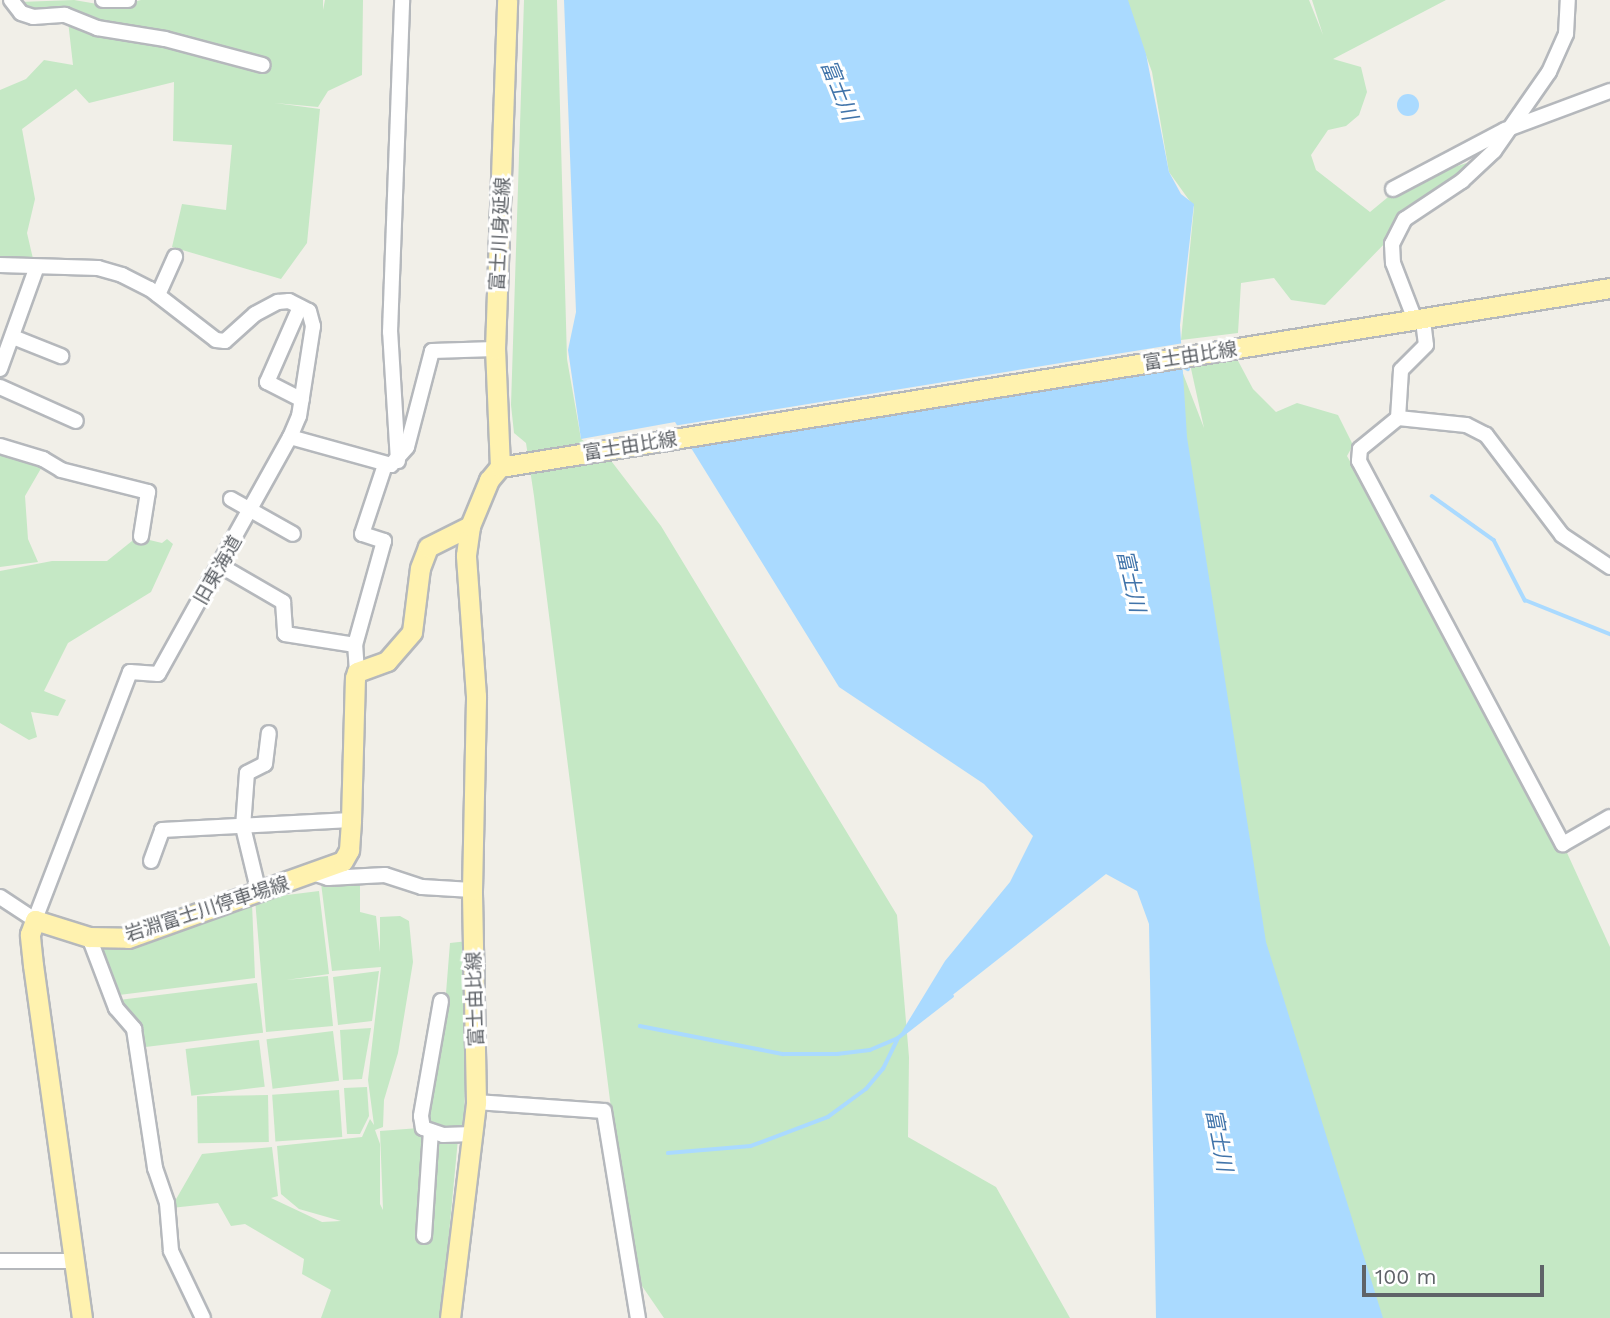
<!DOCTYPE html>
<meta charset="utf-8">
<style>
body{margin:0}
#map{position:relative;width:1610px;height:1318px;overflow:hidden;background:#f1efe8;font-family:"Work Sans","Noto Sans JP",sans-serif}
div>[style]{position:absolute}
.green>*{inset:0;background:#c5e8c5;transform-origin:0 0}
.water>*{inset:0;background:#aadaff}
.round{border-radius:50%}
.pier>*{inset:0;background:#f1efe8}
.stream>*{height:3.5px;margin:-1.75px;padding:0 1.75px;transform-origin:1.75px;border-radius:1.75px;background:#aadaff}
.roads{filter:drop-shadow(2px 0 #b5b8bc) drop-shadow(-2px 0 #b5b8bc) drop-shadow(0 2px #b5b8bc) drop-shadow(0 -2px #b5b8bc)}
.minor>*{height:14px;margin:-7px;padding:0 7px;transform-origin:7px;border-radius:7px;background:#fff}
.major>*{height:19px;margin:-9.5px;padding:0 9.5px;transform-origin:9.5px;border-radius:9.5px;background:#fff2af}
span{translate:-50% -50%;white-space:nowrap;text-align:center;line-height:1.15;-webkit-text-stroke:6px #fff;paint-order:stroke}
.street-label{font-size:19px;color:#5f6368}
.water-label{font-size:21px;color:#4174aa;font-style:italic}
.scale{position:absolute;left:1362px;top:1265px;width:182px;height:32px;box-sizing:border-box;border:4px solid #5f6368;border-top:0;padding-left:9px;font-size:21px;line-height:24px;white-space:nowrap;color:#5f6368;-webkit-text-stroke:5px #fff;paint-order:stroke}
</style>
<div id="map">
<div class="green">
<i style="clip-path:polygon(74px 0,115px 7px,141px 0,323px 0,323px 10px,325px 0,363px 0,362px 75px,328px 91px,318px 107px,275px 103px,320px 109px,307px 243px,281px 279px,172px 247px,182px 204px,226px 210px,232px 145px,173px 141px,174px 82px,89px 103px,76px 89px,22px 129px,35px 199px,27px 233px,34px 263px,0 259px,0 90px,26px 79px,44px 60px,73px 65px,68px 21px,35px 12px,19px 2px)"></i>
<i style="clip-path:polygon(524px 0,557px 0,567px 359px,581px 439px,612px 462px,661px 526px,897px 915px,909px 1057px,908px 1137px,996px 1187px,1070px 1318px,664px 1318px,642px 1286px,618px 1164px,534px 496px,526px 443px,514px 433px,511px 405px)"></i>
<i style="clip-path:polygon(1126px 0,1309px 0,1323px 35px,1312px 0,1446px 0,1333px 59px,1361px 67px,1367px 92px,1359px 115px,1346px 126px,1328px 130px,1311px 155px,1316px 170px,1370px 212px,1405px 183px,1479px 159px,1389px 239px,1325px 305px,1291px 300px,1274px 278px,1241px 283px,1238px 333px,1181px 340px,1194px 207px,1169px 172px,1152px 72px)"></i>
<i style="clip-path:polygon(1236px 357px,1253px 389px,1276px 412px,1297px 403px,1338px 415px,1353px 445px,1347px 456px,1563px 844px,1610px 947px,1610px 1318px,1369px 1318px,1297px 1073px,1193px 646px,1182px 371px,1204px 428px,1190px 364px)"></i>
<i style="clip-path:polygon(0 451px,43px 465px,25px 496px,28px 539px,38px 562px,0 567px)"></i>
<i style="clip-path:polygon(137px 537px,162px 543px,167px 539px,173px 544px,151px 592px,68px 643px,44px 691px,66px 700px,58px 716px,31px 712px,37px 737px,29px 740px,0 723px,0 571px,52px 561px,107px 561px)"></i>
<i style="clip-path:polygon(321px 883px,360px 883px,360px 912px,376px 916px,380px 952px,380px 917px,400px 916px,409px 921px,413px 962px,398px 1053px,384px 1100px,383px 1127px,375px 1130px,380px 1144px,380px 1204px,383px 1210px,380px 1131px,419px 1128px,427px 1147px,431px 1139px,421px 1118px,446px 993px,450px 943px,468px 941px,464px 1131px,443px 1128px,458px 1139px,441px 1318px,321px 1318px,331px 1290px,302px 1274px,304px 1259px,245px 1224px,231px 1226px,218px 1203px,171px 1208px,202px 1154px,272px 1147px,278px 1196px,271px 1198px,322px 1222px,341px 1221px,299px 1209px,281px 1194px,277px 1146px,362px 1137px,370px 1119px,374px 1125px,368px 1080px,381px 967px,332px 971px)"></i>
<i style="clip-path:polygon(319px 891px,329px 974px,286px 980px,328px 976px,333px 1026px,266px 1032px,255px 899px)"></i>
<i style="clip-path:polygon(252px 903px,255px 978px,111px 996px,96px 943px)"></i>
<i style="clip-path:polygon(379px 971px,372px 1021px,338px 1025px,333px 977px)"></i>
<i style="left:257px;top:983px;width:50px;height:135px;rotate:83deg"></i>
<i style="clip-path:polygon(371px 1028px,362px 1079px,343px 1080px,340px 1030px)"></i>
<i style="left:333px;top:1031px;width:50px;height:67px;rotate:83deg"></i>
<i style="left:259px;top:1040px;width:47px;height:74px;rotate:83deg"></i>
<i style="clip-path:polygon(367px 1087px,369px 1116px,360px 1134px,347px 1134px,344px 1088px)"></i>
<i style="left:339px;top:1090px;width:47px;height:67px;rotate:86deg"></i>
<i style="left:268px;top:1095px;width:47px;height:71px;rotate:89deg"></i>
</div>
<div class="water">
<i style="clip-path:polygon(564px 0,1128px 0,1146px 54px,1169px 172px,1181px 194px,1194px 204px,1180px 325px,1187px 437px,1266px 942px,1383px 1318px,1156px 1318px,1149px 924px,1137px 891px,1106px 874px,898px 1038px,945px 961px,1010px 882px,1033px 836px,984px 784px,839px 687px,675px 422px,581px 439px,568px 350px,576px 312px)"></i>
<i class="round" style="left:1397px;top:94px;width:22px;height:22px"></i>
</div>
<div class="pier">
<i style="clip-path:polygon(1184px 343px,1185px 365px,778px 434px,687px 448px,673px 426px)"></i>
</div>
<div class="stream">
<i style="left:1180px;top:365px;width:9px;rotate:27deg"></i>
<i style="left:1432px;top:496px;width:76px;rotate:35.4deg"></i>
<i style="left:1494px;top:540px;width:68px;rotate:62.7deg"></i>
<i style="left:1525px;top:600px;width:92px;rotate:21.8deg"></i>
<i style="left:640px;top:1026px;width:146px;rotate:11.1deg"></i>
<i style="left:783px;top:1054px;width:54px"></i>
<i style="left:837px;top:1054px;width:33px;rotate:-7deg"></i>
<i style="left:870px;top:1050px;width:30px;rotate:-23deg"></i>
<i style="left:898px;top:1038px;width:68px;rotate:-37.9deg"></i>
<i style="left:668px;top:1153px;width:83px;rotate:-4.8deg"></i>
<i style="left:751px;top:1146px;width:82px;rotate:-20.6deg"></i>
<i style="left:828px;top:1117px;width:47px;rotate:-36.4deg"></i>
<i style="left:866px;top:1089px;width:26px;rotate:-50deg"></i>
<i style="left:883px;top:1069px;width:32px;rotate:-64deg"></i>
</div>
<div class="roads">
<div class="minor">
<i style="left:11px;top:0;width:16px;rotate:52deg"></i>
<i style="left:21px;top:13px;width:13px;rotate:18deg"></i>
<i style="left:33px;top:17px;width:32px;rotate:-4deg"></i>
<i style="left:65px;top:15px;width:35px;rotate:22deg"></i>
<i style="left:97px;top:28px;width:69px;rotate:9.2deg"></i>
<i style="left:165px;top:39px;width:101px;rotate:14.9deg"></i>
<i style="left:103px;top:0;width:25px"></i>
<i style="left:1393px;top:189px;width:127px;rotate:-27.8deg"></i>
<i style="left:1505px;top:130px;width:112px;rotate:-20.4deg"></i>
<i style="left:0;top:265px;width:98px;rotate:1.8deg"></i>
<i style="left:98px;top:268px;width:25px;rotate:16deg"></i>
<i style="left:122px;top:275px;width:31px;rotate:27deg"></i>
<i style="left:150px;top:289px;width:83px;rotate:37.7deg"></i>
<i style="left:216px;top:340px;width:9px;rotate:6deg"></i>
<i style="left:225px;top:341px;width:40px;rotate:-42deg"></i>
<i style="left:255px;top:314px;width:26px;rotate:-28deg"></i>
<i style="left:278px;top:302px;width:11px;rotate:-5deg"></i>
<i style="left:289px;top:301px;width:22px;rotate:27deg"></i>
<i style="left:309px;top:311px;width:16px;rotate:75deg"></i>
<i style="left:313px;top:326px;width:91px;rotate:98.8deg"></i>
<i style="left:299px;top:416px;width:23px;rotate:113deg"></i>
<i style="left:290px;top:437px;width:271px;rotate:119.1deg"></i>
<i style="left:158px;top:674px;width:28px;rotate:-176deg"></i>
<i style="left:130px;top:672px;width:266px;rotate:111deg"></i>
<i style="left:35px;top:920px;width:42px;rotate:-146.7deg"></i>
<i style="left:158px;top:295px;width:42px;rotate:-65.9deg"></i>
<i style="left:300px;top:307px;width:82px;rotate:113.7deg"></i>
<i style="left:267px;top:382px;width:39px;rotate:27deg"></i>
<i style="left:1415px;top:320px;width:61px;rotate:-111.1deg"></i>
<i style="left:1393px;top:263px;width:19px;rotate:-93deg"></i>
<i style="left:1392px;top:244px;width:28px;rotate:-63deg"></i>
<i style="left:1405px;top:219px;width:69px;rotate:-33.7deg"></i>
<i style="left:1462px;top:181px;width:44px;rotate:-43.2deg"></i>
<i style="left:1494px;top:151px;width:96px;rotate:-55.2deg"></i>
<i style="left:1549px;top:72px;width:42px;rotate:-65.9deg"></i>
<i style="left:1566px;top:34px;width:34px;rotate:-87deg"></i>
<i style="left:13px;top:337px;width:52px;rotate:21.6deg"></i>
<i style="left:0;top:369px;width:106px;rotate:-70.2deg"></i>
<i style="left:0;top:387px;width:83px;rotate:24.1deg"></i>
<i style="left:1398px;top:418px;width:48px;rotate:-86.4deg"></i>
<i style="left:1401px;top:370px;width:35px;rotate:-45deg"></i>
<i style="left:1426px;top:345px;width:25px;rotate:-97deg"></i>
<i style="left:290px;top:437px;width:105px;rotate:15.5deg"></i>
<i style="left:391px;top:465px;width:24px;rotate:-48deg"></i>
<i style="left:407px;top:447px;width:99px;rotate:-75.4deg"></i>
<i style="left:432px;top:351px;width:63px;rotate:-1.8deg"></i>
<i style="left:0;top:446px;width:45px;rotate:16.8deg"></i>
<i style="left:43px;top:459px;width:21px;rotate:31deg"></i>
<i style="left:61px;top:470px;width:90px;rotate:14.2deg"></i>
<i style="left:148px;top:492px;width:45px;rotate:99deg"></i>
<i style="left:398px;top:461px;width:129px;rotate:-93.5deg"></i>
<i style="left:390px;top:332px;width:332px;rotate:-87.9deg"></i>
<i style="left:231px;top:499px;width:71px;rotate:29.4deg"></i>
<i style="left:221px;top:566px;width:72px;rotate:30.1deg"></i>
<i style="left:283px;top:602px;width:32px;rotate:86deg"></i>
<i style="left:285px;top:634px;width:71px;rotate:8.9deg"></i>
<i style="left:1610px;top:567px;width:58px;rotate:-146.3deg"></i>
<i style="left:1562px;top:535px;width:126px;rotate:-127.2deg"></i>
<i style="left:1486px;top:435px;width:22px;rotate:-153deg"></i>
<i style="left:1466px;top:425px;width:68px;rotate:-174.1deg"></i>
<i style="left:1398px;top:418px;width:49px;rotate:140.8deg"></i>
<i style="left:1360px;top:449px;width:12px;rotate:95deg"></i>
<i style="left:1359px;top:461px;width:434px;rotate:62deg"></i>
<i style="left:1563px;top:844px;width:54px;rotate:-29.9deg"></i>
<i style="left:357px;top:672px;width:27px;rotate:-94deg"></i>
<i style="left:355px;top:645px;width:108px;rotate:-74.4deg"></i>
<i style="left:384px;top:541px;width:23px;rotate:-162deg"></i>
<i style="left:362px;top:534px;width:73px;rotate:-71.6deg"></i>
<i style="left:151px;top:861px;width:33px;rotate:-70deg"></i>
<i style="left:162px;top:830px;width:189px;rotate:-3deg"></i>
<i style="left:316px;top:874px;width:13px;rotate:18deg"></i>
<i style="left:328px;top:878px;width:57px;rotate:-3deg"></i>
<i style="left:385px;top:875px;width:39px;rotate:18deg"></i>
<i style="left:422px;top:887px;width:50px;rotate:3.4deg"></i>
<i style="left:259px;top:893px;width:68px;rotate:-103.6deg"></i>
<i style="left:243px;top:827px;width:54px;rotate:-85.8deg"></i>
<i style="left:247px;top:773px;width:20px;rotate:-27deg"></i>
<i style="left:265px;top:764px;width:31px;rotate:-83deg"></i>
<i style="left:89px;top:937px;width:76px;rotate:69.2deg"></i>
<i style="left:116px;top:1008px;width:28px;rotate:49deg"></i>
<i style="left:134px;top:1029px;width:141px;rotate:81.4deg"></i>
<i style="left:155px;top:1168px;width:37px;rotate:71deg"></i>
<i style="left:167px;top:1203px;width:48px;rotate:85.2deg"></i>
<i style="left:171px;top:1251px;width:74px;rotate:64.5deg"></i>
<i style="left:441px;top:1001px;width:117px;rotate:99.9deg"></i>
<i style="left:421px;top:1116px;width:12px;rotate:81deg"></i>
<i style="left:423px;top:1128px;width:21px;rotate:19deg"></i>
<i style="left:443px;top:1135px;width:30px;rotate:-2deg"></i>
<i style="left:476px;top:1102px;width:128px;rotate:4deg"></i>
<i style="left:604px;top:1111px;width:210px;rotate:80.7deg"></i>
<i style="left:424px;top:1236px;width:105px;rotate:-86.2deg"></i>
<i style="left:0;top:1261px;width:75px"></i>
</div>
<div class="major">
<i style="left:500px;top:467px;width:118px;rotate:-92.4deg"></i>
<i style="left:495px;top:349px;width:349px;rotate:-88deg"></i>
<i style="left:82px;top:1318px;width:356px;rotate:-97.9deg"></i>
<i style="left:33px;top:965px;width:31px;rotate:-96deg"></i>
<i style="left:30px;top:934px;width:15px;rotate:-70deg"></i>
<i style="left:35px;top:920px;width:57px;rotate:17.5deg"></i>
<i style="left:89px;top:937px;width:39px;rotate:1deg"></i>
<i style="left:128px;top:938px;width:228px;rotate:-19.7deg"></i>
<i style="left:343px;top:861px;width:13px;rotate:-61deg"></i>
<i style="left:349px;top:850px;width:30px;rotate:-86deg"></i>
<i style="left:351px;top:820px;width:142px;rotate:-88.4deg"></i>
<i style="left:355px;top:678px;width:6px;rotate:-72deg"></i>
<i style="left:357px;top:672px;width:32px;rotate:-20deg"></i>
<i style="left:387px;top:661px;width:38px;rotate:-49deg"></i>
<i style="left:412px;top:632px;width:64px;rotate:-82.9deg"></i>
<i style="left:420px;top:568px;width:22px;rotate:-69deg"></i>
<i style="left:428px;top:547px;width:47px;rotate:-26.6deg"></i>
<i style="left:450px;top:1318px;width:218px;rotate:-83.1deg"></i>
<i style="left:476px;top:1102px;width:212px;rotate:-91.1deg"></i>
<i style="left:472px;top:890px;width:194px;rotate:-88.8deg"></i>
<i style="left:476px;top:696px;width:141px;rotate:-94.1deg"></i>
<i style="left:466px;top:555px;width:29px;rotate:-82deg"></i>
<i style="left:470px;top:526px;width:50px;rotate:-67.6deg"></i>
<i style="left:489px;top:480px;width:17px;rotate:-50deg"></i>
<i style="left:500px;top:467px;width:1124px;rotate:-9.16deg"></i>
</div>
</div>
<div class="street-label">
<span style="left:500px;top:234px;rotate:-87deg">富士川身延線</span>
<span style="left:1190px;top:356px;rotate:-9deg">富士由比線</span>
<span style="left:630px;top:446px;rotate:-9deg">富士由比線</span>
<span style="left:218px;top:570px;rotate:-60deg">旧東海道</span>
<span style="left:207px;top:909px;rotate:-18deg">岩淵富士川停車場線</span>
<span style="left:475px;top:999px;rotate:-92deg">富士由比線</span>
</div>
<div class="water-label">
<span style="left:839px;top:90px;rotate:68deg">富士川</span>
<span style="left:1131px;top:581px;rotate:77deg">富士川</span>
<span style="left:1219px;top:1140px;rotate:79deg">富士川</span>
</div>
<div class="scale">100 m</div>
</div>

Work request:
Exact repetition is the task: every line from the start of the data to the line with "0 #b5b8bc) drop-shadow(-2px", inclusive, and none after it, pictures omitted.

Solution to this problem:
<!DOCTYPE html>
<meta charset="utf-8">
<style>
body{margin:0}
#map{position:relative;width:1610px;height:1318px;overflow:hidden;background:#f1efe8;font-family:"Work Sans","Noto Sans JP",sans-serif}
div>[style]{position:absolute}
.green>*{inset:0;background:#c5e8c5;transform-origin:0 0}
.water>*{inset:0;background:#aadaff}
.round{border-radius:50%}
.pier>*{inset:0;background:#f1efe8}
.stream>*{height:3.5px;margin:-1.75px;padding:0 1.75px;transform-origin:1.75px;border-radius:1.75px;background:#aadaff}
.roads{filter:drop-shadow(2px 0 #b5b8bc) drop-shadow(-2px 0 #b5b8bc) drop-shadow(0 2px #b5b8bc) drop-shadow(0 -2px #b5b8bc)}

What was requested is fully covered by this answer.